Page:Hugo - Œuvres complètes, Impr. nat., Choses vues, tome I.djvu/219

La bibliothèque libre.
Le texte de cette page a été corrigé et est conforme au fac-similé.

6 novembre. — Les deux chefs de l’armée qui conquit Alger en 1830, Bourmont et Duperré, viennent de mourir à peu de jours de distance. Le maréchal de Bourmont commandait l’armée, l’amiral Duperré la flotte. Je n’oublierai jamais que M. de Bourmont était du nombre des généraux qui assistaient le 30 janvier 1828 aux funérailles de mon père.

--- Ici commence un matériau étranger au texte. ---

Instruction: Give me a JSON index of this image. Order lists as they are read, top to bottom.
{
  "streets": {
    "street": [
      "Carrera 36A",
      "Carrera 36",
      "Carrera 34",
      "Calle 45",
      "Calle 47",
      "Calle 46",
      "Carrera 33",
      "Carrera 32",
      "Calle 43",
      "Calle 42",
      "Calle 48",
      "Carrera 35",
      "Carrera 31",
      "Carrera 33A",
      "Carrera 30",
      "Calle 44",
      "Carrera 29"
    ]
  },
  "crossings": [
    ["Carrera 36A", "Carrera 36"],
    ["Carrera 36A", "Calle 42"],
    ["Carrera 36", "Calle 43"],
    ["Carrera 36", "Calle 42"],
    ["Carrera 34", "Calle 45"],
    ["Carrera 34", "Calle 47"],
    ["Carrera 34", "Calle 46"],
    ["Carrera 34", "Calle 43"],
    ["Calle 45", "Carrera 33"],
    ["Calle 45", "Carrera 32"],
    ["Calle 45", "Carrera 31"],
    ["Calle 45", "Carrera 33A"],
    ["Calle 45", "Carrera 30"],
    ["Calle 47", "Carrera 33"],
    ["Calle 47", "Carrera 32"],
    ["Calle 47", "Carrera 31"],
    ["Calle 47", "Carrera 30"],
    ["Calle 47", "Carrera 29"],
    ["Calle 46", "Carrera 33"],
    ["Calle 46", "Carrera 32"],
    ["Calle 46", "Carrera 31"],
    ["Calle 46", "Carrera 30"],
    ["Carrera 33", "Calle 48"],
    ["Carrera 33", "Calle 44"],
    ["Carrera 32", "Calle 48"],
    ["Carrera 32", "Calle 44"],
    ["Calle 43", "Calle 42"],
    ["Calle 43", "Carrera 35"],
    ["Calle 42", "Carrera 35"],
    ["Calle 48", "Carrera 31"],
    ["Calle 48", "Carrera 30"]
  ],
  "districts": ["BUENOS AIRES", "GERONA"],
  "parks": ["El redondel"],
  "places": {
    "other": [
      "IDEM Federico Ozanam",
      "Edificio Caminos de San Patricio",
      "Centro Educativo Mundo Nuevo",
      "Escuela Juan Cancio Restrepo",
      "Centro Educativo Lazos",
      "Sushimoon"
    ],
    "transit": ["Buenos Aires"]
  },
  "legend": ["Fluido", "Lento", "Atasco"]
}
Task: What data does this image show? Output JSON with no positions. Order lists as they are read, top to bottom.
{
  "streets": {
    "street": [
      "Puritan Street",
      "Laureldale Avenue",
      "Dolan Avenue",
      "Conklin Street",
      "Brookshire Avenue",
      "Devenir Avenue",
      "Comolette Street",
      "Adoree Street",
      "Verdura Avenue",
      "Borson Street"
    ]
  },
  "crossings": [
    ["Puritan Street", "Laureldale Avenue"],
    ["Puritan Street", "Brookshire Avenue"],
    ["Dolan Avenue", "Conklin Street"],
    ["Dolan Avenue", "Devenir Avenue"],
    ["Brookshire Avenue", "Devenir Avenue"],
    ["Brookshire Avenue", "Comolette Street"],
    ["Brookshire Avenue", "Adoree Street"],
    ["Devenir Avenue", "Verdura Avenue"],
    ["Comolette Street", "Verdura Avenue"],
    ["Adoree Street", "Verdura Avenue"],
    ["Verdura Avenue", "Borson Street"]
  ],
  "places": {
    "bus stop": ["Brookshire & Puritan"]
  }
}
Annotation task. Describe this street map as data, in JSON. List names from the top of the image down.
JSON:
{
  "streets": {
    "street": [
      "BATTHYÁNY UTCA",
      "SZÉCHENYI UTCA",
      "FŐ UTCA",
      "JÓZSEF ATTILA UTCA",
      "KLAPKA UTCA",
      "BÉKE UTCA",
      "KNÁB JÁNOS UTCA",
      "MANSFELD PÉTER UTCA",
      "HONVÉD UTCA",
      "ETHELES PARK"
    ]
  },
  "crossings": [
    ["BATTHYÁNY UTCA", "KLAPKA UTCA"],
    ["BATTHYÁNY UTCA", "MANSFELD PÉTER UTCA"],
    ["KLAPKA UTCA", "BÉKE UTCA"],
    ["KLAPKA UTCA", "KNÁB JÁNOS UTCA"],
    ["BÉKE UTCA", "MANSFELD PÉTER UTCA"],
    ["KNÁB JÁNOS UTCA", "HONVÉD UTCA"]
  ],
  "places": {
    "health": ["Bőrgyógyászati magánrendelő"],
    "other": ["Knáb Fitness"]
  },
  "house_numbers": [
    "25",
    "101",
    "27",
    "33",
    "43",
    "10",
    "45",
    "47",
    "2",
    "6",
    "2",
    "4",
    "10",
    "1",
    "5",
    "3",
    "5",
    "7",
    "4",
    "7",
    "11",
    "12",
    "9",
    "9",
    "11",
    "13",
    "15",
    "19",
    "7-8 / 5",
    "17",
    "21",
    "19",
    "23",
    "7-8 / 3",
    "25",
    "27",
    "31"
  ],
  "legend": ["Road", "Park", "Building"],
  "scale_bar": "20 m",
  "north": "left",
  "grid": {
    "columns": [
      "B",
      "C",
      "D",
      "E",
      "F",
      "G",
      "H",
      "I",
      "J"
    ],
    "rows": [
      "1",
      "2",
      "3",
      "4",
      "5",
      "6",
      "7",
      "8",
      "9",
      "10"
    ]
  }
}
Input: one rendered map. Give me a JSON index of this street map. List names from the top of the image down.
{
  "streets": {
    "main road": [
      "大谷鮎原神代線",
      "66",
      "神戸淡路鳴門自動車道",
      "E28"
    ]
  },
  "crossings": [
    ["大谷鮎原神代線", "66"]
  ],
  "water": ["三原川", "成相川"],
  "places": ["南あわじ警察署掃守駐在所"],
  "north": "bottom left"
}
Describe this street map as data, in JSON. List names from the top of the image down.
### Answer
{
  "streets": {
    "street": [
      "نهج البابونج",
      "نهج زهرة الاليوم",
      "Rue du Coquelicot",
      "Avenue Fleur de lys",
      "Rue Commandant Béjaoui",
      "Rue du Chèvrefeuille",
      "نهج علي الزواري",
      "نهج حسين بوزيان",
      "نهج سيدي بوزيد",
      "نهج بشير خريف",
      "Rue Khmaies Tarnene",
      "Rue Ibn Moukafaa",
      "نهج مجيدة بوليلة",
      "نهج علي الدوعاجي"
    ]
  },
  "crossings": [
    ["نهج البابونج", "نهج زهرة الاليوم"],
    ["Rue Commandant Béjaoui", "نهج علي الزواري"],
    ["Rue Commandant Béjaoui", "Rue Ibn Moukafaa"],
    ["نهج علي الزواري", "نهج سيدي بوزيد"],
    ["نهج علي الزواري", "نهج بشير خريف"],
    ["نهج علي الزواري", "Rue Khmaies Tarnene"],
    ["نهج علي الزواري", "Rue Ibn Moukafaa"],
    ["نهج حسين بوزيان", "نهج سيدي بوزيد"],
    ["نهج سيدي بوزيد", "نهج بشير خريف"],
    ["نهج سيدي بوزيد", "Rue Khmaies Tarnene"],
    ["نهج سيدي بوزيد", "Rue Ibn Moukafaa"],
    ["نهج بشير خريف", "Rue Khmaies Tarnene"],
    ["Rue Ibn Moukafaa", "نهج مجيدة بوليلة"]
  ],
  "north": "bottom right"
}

19 novembre. — La police autrichienne vient de saisir le Dante dans la poche d’un voyageur français entrant en Lombardie, comme œuvre pestilentielle de l’écrit français contemporain.




5 décembre 1846.

Le 27 novembre dernier, une vieille femme appelée Mme Guérin, âgée de soixante-six ans et demeurant rue des Fossés-du-Temple, no 34, au quatrième, était malade d’une maladie qui paraissait peu grave et que le médecin avait qualifiée indigestion. Il était cinq heures du matin, sa fille, veuve, nommée Mme Guérard, qui logeait avec elle, s’était levée de bonne heure, avait allumé sa lampe et travaillait assise au coin du feu près du lit de sa mère. Tout en travaillant, la fille dit à la mère : — Tiens ! Mme Lanne doit être revenue de la campagne. — (Cette Mme Lanne était l’ancienne épicière du coin de la rue Saint-Louis et de la rue Saint-Claude, une bonne grosse femme d’une soixantaine d’années, retirée avec quarante mille livres de rente et logée au premier, boulevard Beaumarchais, no …, dans la maison neuve.) — Il faudra, ajouta Mme Guérard, que j’aille la voir aujourd’hui. — C’est inutile, dit la mère. — Pourquoi, ma mère ? — C’est qu’elle est morte il y a une heure. — Bah ! ma mère ! que dites-vous là ? rêvez-vous ? — Non, je suis bien éveillée, je n’ai pas dormi de la nuit, et comme quatre heures du matin sonnaient, j’ai vu passer Mme Lanne qui m’a dit : — Je m’en vas. Venez-vous ?

La fille crut que sa mère avait fait un rêve. Le jour vint, elle alla voir Mme Lanne. Cette femme était morte dans la nuit à quatre heures du matin. Le même soir, Mme Guérin fut prise d’un vomissement de sang. Le médecin appelé dit : — Elle ne passera pas les vingt-quatre heures. — En effet, le lendemain, à midi, un second vomissement de sang la prit et elle mourut.

J’ai connu Mme Guérin et je tiens le fait de Mme Guérard, femme pieuse et honnête qui n’a menti de sa vie.